Consider now the following form of v(r-R),

v(\mathbf{r}- \mathbf{R}) \equiv \frac{1}{|\mathbf{r}- \mathbf{R}|},

then by direct differentiation it follows that

v(\mathbf{R}) = \frac{1}{R},\quad v_\alpha(\mathbf{R})= -\frac{R_\alpha}{R^3},\quad \hbox{and}\quad  v_{\alpha\beta}(\mathbf{R}) = \frac{3R_\alpha R_\beta- \delta_{\alpha\beta}R^2}{R^5}.

Define a monopole, dipole and (traceless) quadrupole by, respectively,

q_\mathrm{tot} \equiv \sum_{i=1}^N q_i, \quad P_\alpha \equiv\sum_{i=1}^N q_i r_{i\alpha}, \quad \hbox{and}\quad Q_{\alpha\beta} \equiv \sum_{i=1}^N q_i (3r_{i\alpha}  r_{i\beta} - \delta_{\alpha\beta} r_i^2)

and we obtain finally the first few terms of the multipole expansion of the total potential, which is the sum of the Coulomb potentials of the separate charges,

4\pi\varepsilon_0 V(\mathbf{R}) \equiv \sum_{i=1}^N q_i v(\mathbf{r}_i-\mathbf{R})

\frac{q_\mathrm{tot}}{R} + \frac{1}{R^3}\sum_{\alpha=x,y,z} P_\alpha R_\alpha +
\frac{1}{6 R^5}\sum_{\alpha,\beta=x,y,z} Q_{\alpha\beta} (3R_\alpha  R_\beta - \delta_{\alpha\beta} R^2) +\cdots

This expansion of the potential of a discrete charge distribution is very similar to the one in real solid harmonics given below. The main difference is that the present one is in terms of linear dependent quantities, for

\sum_{\alpha} v_{\alpha\alpha} = 0 \quad \hbox{and}\quad \sum_{\alpha} Q_{\alpha\alpha} = 0.
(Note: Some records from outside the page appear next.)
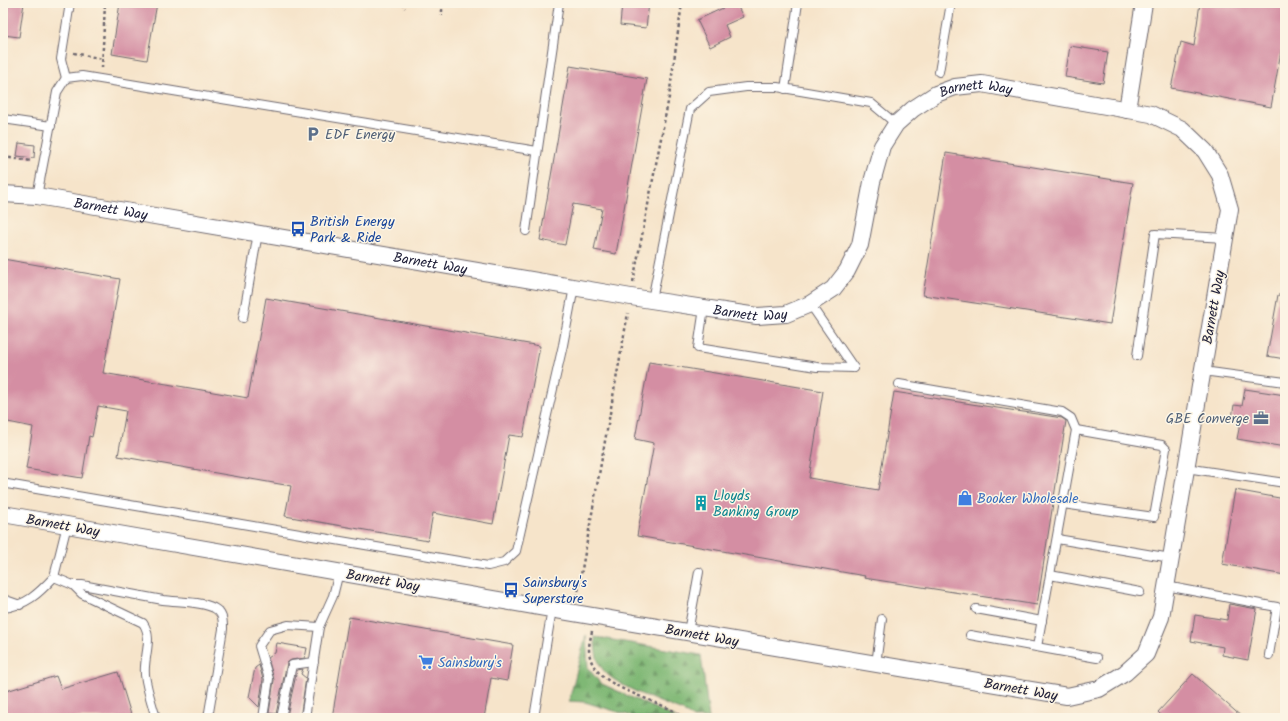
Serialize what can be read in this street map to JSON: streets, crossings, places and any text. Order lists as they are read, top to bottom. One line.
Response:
{"streets":{"street":["Barnett Way"]},"places":{"parking":["EDF Energy"],"bus stop":["British Energy Park & Ride","Sainsbury's Superstore"],"office":["GBE Converge"],"shop":["Booker Wholesale"],"building":["Lloyds Banking Group"],"supermarket":["Sainsbury's"]}}
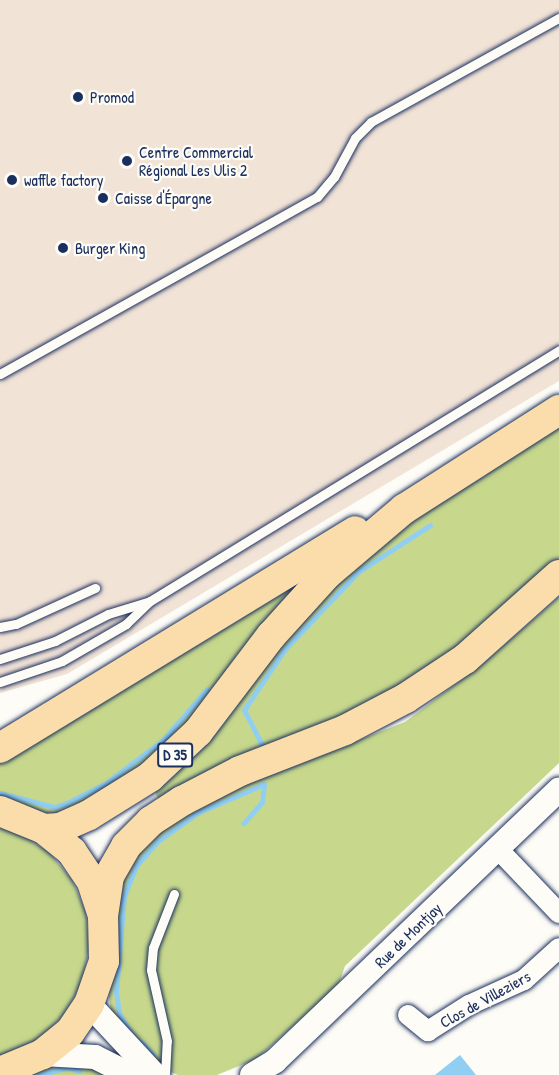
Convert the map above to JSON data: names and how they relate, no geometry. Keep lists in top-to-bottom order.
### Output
{
  "streets": {
    "main road": ["D 35"],
    "street": ["Rue de Montjay", "Clos de Villeziers"]
  },
  "places": [
    "Promod",
    "Centre Commercial Régional Les Ulis 2",
    "waffle factory",
    "Caisse d'Épargne",
    "Burger King"
  ]
}
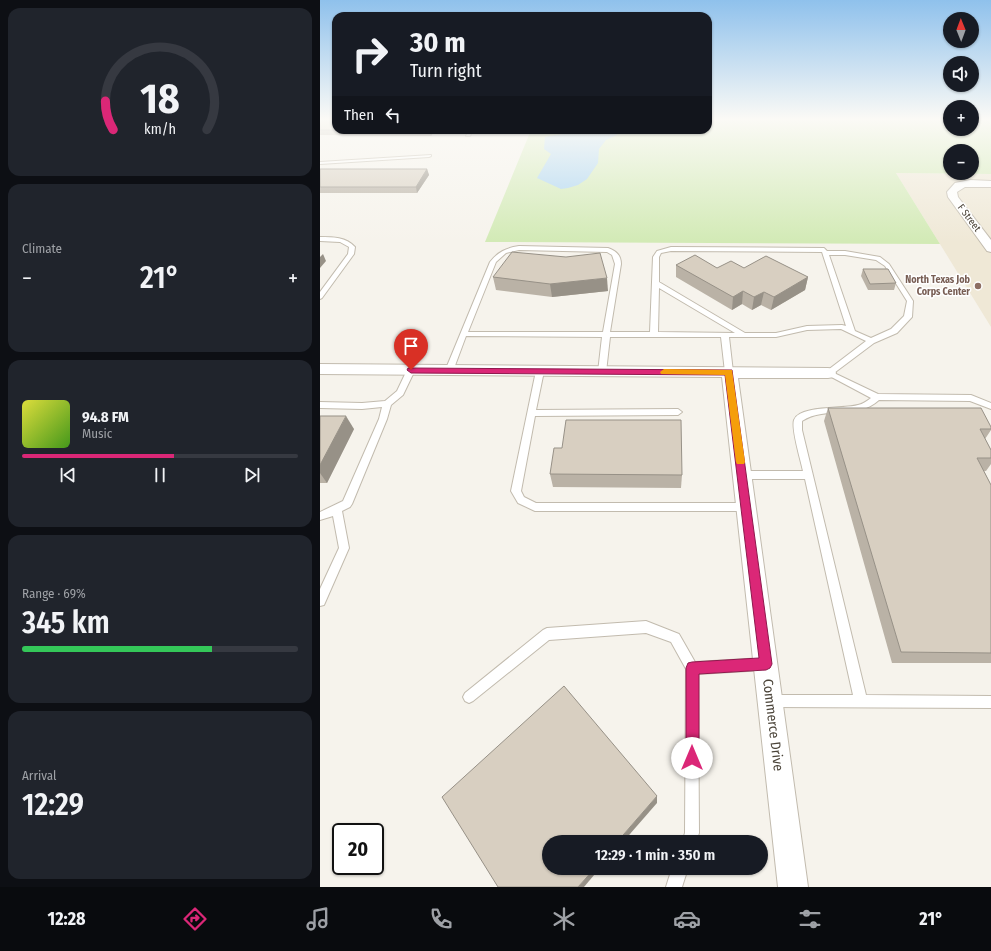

If the charge distribution consists of two charges of opposite sign which are an infinitesimal distance d apart, so that d/R >> (d/R)2, it is easily shown that the only non-vanishing term in the expansion is

V(\mathbf{R}) = \frac{1}{4\pi \varepsilon_0 R^3} (\mathbf{P}\cdot\mathbf{R}) 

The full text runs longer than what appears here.